Put the logile into a location on HDFS, and create an external table
pointing to that location. The External table should just have one column,
CREATE EXTERNAL TABLE logfile_etl (message STRING) LOCATION '/etl/logfile'
I think that should work.
Then Create another table
CREATE TABLE logfile (ts STRING, ADD STRING, files STRING) PARTITIONED BY
(DAY STRING) STORED AS ORC;
copy files into /etc/logfile
run this hive file:
INSERT INTO logfile
select substring(message_line, 0, 17) as ts
regexp_extract(message_line, '\\[([^\\]+)\\]') as ADD,
regexp_extract(message_line,'\\] \\[([^\\]]+)\\]') as files,
concat('20', substring(messageline, 0, 8)) as day
delete the the files /etl/logfile (or move them to an archival)

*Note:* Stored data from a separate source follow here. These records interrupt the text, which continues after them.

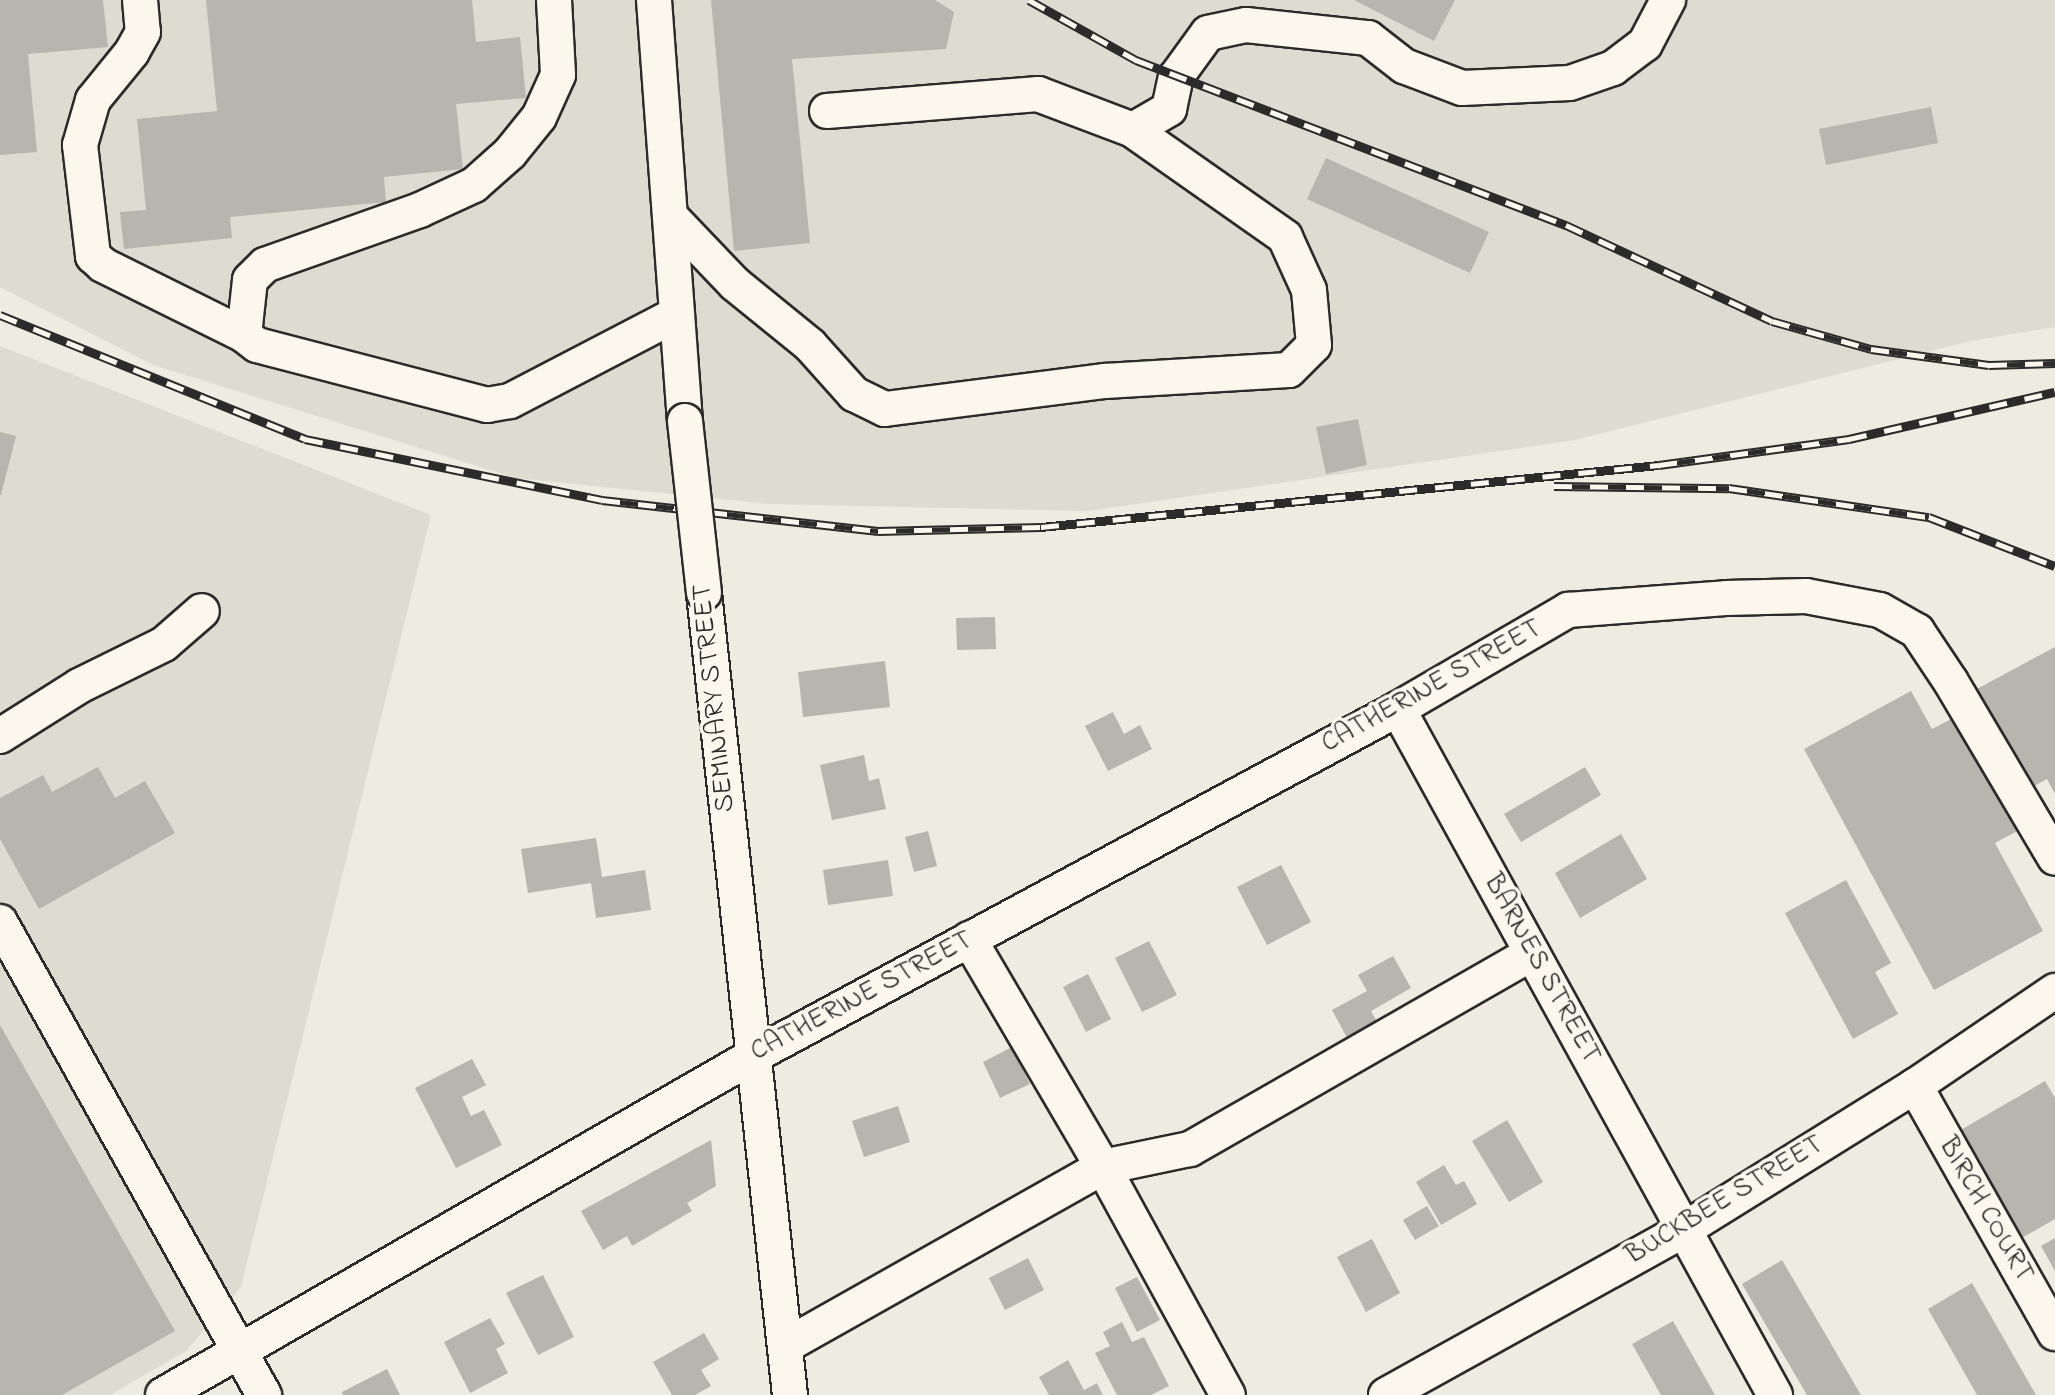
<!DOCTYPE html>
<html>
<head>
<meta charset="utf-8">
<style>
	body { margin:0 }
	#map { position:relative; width:2055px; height:1395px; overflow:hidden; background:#eeebe0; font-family:"Indie Flower",sans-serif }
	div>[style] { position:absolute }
	.built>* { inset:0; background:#dedbd1 }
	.building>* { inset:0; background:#b8b5ae }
	.roads { filter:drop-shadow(2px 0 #2b2b2b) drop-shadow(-2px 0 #2b2b2b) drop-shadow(0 2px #2b2b2b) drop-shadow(0 -2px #2b2b2b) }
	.minor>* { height:34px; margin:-17px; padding:0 17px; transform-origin:17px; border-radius:17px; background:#fbf7ec }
	.rail>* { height:9px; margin-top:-4.5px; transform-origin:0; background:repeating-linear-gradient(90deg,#fbf7ec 0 18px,#2b2b2b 0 36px); box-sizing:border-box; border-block:2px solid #2b2b2b }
	.bridges { filter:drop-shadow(2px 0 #2b2b2b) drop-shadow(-2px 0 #2b2b2b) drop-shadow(0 2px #2b2b2b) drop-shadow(0 -2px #2b2b2b) }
	.minor-bridge>* { height:34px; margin:-17px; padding:0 17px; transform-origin:17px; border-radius:17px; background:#fbf7ec }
	span { translate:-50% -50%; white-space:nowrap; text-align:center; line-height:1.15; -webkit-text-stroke:7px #fbf7ec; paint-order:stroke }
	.street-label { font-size:28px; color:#2b2b2b }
</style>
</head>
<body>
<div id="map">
	<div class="built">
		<i style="clip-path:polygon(0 0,2055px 0,2055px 327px,1971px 341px,1575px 440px,1088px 511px,769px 504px,516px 478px,153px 365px,0 287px)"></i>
		<i style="clip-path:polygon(0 346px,431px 515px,241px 1287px,186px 1351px,110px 1395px,0 1395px)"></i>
	</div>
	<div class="building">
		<i style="clip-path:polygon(0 0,103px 0,108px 47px,28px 54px,37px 152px,0 155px)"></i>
		<i style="clip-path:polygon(206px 0,472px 0,476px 42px,520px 37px,526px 98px,456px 104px,463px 169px,384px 177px,386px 202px,230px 217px,232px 238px,124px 249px,120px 212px,146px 210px,137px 119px,217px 111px)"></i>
		<i style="clip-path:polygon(711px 0,935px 0,954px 12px,946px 49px,792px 59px,810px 243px,734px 251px)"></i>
		<i style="clip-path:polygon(1354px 0,1455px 0,1434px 41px)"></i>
		<i style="clip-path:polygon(1931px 107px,1938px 143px,1826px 165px,1819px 129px)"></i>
		<i style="clip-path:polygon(1326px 158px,1489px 232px,1470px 273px,1307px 199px)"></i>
		<i style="clip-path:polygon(1358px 419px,1367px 465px,1326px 474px,1316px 427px)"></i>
		<i style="clip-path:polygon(0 432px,16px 436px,1px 495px,0 495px)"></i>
		<i style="clip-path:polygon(995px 617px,996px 649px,957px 650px,956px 618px)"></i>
		<i style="clip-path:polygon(2055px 647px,2055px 794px,2047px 779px,2029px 789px,1975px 690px)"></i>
		<i style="clip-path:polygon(885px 661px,890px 707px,803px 717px,798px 672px)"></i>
		<i style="clip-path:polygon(1911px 691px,1932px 729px,1959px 715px,2021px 829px,1995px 843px,2043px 931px,1934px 990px,1804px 749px)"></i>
		<i style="clip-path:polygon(1113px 712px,1124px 734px,1140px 725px,1152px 749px,1108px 771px,1085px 726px)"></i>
		<i style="clip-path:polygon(864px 755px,869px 781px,879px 778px,886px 809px,832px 820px,820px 765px)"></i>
		<i style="clip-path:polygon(98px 767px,115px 798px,145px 781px,175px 833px,39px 909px,0 839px,0 798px,43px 775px,52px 792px)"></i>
		<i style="clip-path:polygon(1585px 767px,1601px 795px,1521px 842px,1504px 814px)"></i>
		<i style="clip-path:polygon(928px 831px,937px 866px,914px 872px,905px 837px)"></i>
		<i style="clip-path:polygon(1621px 834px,1647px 879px,1580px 918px,1555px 873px)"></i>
		<i style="clip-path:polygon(596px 838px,602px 877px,645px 870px,651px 910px,596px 918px,591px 883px,528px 893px,521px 849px)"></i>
		<i style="clip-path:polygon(888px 860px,893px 896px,828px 905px,823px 870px)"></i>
		<i style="clip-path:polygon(1281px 865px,1311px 922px,1267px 945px,1237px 887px)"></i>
		<i style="clip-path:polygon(1846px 880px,1891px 963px,1875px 972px,1898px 1014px,1853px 1039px,1785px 913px)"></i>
		<i style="clip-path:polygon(1149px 941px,1177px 995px,1142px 1012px,1115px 958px)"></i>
		<i style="clip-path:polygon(1393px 956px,1411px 988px,1371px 1011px,1381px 1029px,1351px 1045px,1332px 1010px,1367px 991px,1358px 975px)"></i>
		<i style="clip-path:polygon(1088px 974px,1111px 1019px,1086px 1032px,1063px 987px)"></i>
		<i style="clip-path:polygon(0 1025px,175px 1331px,62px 1395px,0 1395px)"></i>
		<i style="clip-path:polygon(1012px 1047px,1030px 1084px,1000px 1098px,983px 1062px)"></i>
		<i style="clip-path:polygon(472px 1059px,486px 1085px,462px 1097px,471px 1116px,484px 1110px,502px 1145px,456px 1168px,415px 1088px)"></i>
		<i style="clip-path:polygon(2045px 1081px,2055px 1098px,2055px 1219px,2020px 1239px,1959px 1131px)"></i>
		<i style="clip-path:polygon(898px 1106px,910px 1142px,864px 1157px,852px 1121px)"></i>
		<i style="clip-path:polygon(1507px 1120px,1543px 1182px,1509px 1202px,1472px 1141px)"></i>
		<i style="clip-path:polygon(711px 1140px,716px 1186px,687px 1203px,692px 1211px,632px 1246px,627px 1236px,603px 1250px,581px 1211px)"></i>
		<i style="clip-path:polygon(1444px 1165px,1456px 1185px,1464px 1181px,1477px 1204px,1441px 1225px,1416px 1182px)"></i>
		<i style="clip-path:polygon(1427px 1206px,1439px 1226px,1415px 1240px,1403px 1220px)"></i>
		<i style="clip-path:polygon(2055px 1238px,2055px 1271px,2041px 1246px)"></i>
		<i style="clip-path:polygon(1372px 1239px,1400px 1293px,1366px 1312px,1337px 1257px)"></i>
		<i style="clip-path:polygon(1028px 1258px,1044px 1290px,1005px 1310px,989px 1278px)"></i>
		<i style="clip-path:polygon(1782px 1260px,1861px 1395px,1807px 1395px,1742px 1284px)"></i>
		<i style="clip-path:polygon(543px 1275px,574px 1337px,538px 1355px,506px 1293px)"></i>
		<i style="clip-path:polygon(1137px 1277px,1160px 1320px,1137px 1332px,1115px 1288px)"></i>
		<i style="clip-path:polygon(1972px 1283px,2036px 1395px,1977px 1395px,1928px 1309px)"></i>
		<i style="clip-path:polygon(490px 1318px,505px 1344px,496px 1349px,508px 1373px,470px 1393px,444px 1342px)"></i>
		<i style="clip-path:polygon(1673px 1321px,1715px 1395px,1661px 1395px,1632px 1344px)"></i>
		<i style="clip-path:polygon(1122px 1322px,1132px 1342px,1144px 1337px,1169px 1386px,1151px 1395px,1117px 1395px,1095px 1353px,1110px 1346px,1103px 1332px)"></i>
		<i style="clip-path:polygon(704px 1333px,719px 1359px,701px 1370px,711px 1386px,695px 1395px,672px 1395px,653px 1362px)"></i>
		<i style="clip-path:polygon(1068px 1360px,1084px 1390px,1097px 1383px,1103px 1395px,1049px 1395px,1039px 1377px)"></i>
		<i style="clip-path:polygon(387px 1369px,400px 1395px,343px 1395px,342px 1392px)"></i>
	</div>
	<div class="roads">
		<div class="minor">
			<i style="left:140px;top:0;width:32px;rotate:85deg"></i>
			<i style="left:143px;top:32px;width:23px;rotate:119deg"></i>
			<i style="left:132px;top:52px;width:62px;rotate:129.1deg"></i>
			<i style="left:93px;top:100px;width:47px;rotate:106.1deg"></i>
			<i style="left:80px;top:145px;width:112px;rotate:83.3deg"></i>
			<i style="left:93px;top:256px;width:13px;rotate:42deg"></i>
			<i style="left:103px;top:265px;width:157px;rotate:26.4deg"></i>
			<i style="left:554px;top:0;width:75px;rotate:86.9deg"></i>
			<i style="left:558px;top:75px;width:46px;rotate:114.3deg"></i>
			<i style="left:539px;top:117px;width:46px;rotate:128.9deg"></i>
			<i style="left:510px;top:153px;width:48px;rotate:138.4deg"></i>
			<i style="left:474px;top:185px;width:60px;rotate:155.2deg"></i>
			<i style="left:420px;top:210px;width:164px;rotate:160.5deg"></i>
			<i style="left:265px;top:265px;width:21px;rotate:135deg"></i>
			<i style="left:250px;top:280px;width:55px;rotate:96.2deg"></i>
			<i style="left:244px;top:335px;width:16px;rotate:38deg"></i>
			<i style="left:257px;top:345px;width:238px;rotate:14.6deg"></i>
			<i style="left:487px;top:405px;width:23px;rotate:-10deg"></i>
			<i style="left:510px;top:401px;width:188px;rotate:-27.5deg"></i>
			<i style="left:654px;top:0;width:422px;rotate:85.8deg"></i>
			<i style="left:827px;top:111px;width:212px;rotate:-4.6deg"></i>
			<i style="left:1038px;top:94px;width:102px;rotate:20.8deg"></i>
			<i style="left:1133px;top:130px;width:42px;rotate:-30.3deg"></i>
			<i style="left:1169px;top:109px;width:33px;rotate:-78deg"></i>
			<i style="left:1176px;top:77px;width:54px;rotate:-54deg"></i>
			<i style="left:1208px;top:33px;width:39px;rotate:-12deg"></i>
			<i style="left:1246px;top:25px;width:123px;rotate:6.1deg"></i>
			<i style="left:1368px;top:38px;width:46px;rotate:37.9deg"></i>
			<i style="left:1404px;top:66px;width:62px;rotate:20.8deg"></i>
			<i style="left:1462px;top:88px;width:108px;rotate:-2.7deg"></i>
			<i style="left:1570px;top:83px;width:46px;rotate:-19.2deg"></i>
			<i style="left:1613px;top:68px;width:40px;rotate:-37deg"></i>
			<i style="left:1645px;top:44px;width:50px;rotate:-62.4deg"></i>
			<i style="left:670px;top:216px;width:94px;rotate:46.3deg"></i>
			<i style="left:735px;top:284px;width:97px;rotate:39.1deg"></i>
			<i style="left:810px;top:345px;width:66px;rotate:48.1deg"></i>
			<i style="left:854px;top:394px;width:34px;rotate:26deg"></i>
			<i style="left:885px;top:409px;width:222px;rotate:-7.3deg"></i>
			<i style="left:1105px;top:381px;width:184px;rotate:-3.4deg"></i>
			<i style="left:1289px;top:370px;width:35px;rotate:-45deg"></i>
			<i style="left:1314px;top:345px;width:55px;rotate:-95.2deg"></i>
			<i style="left:1309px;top:290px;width:58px;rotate:-114.4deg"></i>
			<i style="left:1285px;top:237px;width:186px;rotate:-144.9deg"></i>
			<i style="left:704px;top:593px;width:807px;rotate:83.88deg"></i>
			<i style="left:1398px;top:709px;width:783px;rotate:61.21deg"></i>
			<i style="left:0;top:736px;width:93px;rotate:-32.3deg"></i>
			<i style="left:79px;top:686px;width:95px;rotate:-26.3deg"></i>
			<i style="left:164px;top:644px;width:50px;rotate:-41deg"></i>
			<i style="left:0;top:922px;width:542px;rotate:60.83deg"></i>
			<i style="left:969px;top:939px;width:264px;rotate:59.6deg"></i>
			<i style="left:1103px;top:1167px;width:260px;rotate:61.3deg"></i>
			<i style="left:1915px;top:1086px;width:284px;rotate:60.5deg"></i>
			<i style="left:785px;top:1346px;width:365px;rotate:-29.4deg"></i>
			<i style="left:1103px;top:1167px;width:89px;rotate:-11.7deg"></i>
			<i style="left:1190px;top:1149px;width:394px;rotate:-29.8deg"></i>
			<i style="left:163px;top:1395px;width:680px;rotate:-29.88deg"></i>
			<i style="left:753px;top:1056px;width:732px;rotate:-28.28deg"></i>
			<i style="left:1398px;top:709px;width:197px;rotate:-30.2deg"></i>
			<i style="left:1568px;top:610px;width:158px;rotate:-4.3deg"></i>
			<i style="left:1726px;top:598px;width:80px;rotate:-1.4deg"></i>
			<i style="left:1806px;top:596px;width:75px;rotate:10.7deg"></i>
			<i style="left:1880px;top:610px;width:43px;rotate:29.6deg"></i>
			<i style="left:1917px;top:631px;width:61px;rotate:56.3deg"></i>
			<i style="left:1951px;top:682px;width:204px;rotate:59.4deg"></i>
			<i style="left:1386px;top:1395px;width:342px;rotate:-29deg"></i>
			<i style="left:1685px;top:1229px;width:271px;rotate:-31.9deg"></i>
			<i style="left:1915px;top:1086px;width:169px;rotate:-34.2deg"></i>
		</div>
	</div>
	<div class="rail">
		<i style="left:1029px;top:0;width:123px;rotate:29.3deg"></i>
		<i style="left:1136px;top:60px;width:461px;rotate:21deg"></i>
		<i style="left:1566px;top:225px;width:227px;rotate:25deg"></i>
		<i style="left:1772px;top:321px;width:103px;rotate:15.8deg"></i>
		<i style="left:1871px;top:349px;width:119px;rotate:7.7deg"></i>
		<i style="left:1989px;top:365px;width:66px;rotate:-1.7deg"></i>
		<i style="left:0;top:315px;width:329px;rotate:22.1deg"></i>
		<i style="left:305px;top:439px;width:303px;rotate:11.6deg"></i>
		<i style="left:602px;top:500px;width:278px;rotate:6.4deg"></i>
		<i style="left:878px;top:531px;width:163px;rotate:-1.4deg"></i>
		<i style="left:1041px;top:527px;width:621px;rotate:-5.73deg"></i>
		<i style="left:1659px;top:465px;width:192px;rotate:-7.8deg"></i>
		<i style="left:1849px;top:439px;width:211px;rotate:-12.9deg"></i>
		<i style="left:1554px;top:486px;width:175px;rotate:0.7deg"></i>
		<i style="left:1729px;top:488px;width:202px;rotate:8.3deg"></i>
		<i style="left:1929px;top:517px;width:135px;rotate:21.3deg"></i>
	</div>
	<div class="bridges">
		<div class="minor-bridge">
			<i style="left:685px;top:421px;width:173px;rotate:83.7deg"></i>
		</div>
	</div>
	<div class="street-label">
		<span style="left:1432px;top:687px;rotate:-29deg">CATHERINE STREET</span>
		<span style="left:715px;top:698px;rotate:-96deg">SEMINARY STREET</span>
		<span style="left:1541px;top:969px;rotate:61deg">BARNES STREET</span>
		<span style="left:862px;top:997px;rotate:-28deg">CATHERINE STREET</span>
		<span style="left:1725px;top:1201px;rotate:-31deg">BUCKBEE STREET</span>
		<span style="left:1985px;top:1210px;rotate:60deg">BIRCH COURT</span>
	</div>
</div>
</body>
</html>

That will get you a day partitioned (I added the 20 in front of your date
so that string sorts well, although it probably would without it, it'
early, and I have not had coffee yet) ORC file table (with compression and
ORC good ness. The regexs are a little messy, by based on your one line of
data, should work. Also: If you have data from pre 2000 obviously, the
concat('20' thing needs to be updated. Note, I didn't use a regex on the
date... why? It appears to be properly padded data, therefore a substring
is fast. This type of stuff has so many ways to skin a cat, so your way may
be totally different from my way, but this is how I'd approach it long
term. (if it's a one time thing, I may not create the managed the table,
but if so, having partitions and ORC files will make things faster). If
there are syntax errors I apologize, see earlier disclaimer about lack of
proper bean sourced stimulants.
On Sat, Nov 23, 2013 at 7:36 AM, Baahu <[EMAIL PROTECTED]> wrote:
> I have a messy log file which I want to use to create a table, I am only
> interested to retrieve 3 columns (time,ADD,files),which are in bold.
> Sample entry from log file
> *: 13-11-23 06:23:45 [ADD] [file1.zip|file2.zip] * junkjunk|2013-11-23
> 06:23:44:592 EST|file3.zip xyz|2013-11-23 06:23:44:592 EST|file3.zip
> Can you please let me know how I should go about, regex seems to be way
> out,but I am struggling with that as well !!